*** Opening of Source information ***
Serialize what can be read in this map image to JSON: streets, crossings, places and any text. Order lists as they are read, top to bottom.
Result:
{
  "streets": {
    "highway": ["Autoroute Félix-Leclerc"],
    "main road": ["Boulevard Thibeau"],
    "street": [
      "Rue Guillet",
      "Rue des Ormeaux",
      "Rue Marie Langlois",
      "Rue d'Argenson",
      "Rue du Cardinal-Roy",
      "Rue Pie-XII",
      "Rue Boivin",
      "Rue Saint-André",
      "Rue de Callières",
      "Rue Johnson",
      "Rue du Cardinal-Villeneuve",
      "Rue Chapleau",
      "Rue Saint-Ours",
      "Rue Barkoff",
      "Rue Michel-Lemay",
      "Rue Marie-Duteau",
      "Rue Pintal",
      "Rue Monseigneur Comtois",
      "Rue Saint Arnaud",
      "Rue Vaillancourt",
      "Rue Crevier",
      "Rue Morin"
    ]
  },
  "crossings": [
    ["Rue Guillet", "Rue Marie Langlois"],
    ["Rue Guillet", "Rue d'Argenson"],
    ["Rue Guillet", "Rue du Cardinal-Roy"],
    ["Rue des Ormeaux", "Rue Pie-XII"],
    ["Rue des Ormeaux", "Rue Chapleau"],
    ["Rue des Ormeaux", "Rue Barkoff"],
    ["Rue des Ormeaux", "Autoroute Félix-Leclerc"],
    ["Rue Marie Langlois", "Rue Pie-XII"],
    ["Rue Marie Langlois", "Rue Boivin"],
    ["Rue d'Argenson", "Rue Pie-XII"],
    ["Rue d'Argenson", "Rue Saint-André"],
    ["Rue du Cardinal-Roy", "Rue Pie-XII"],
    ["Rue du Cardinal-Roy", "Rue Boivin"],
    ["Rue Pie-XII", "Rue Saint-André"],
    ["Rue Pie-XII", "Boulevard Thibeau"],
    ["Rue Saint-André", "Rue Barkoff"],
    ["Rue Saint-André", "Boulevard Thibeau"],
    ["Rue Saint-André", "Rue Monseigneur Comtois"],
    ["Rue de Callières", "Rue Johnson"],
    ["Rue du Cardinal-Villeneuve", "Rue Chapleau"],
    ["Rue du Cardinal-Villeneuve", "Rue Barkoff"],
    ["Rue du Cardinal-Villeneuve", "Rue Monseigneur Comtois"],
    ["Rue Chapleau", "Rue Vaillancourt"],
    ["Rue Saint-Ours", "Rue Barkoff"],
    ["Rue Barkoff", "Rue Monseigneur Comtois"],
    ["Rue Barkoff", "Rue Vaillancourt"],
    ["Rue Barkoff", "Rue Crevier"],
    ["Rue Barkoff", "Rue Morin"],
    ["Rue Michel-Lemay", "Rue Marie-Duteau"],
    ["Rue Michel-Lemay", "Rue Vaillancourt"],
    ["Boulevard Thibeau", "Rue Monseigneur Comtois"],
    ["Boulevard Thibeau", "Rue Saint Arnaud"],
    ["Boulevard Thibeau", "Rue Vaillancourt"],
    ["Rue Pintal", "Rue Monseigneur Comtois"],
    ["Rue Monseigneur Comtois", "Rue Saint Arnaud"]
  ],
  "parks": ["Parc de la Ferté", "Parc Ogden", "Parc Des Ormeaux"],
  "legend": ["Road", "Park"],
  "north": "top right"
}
*** Close of Source information ***
**Your goal:**
Among the lines above, find each one containing the string "Leclerc" and copy it.

**Answer to the exercise:**
    "highway": ["Autoroute Félix-Leclerc"],
    ["Rue des Ormeaux", "Autoroute Félix-Leclerc"],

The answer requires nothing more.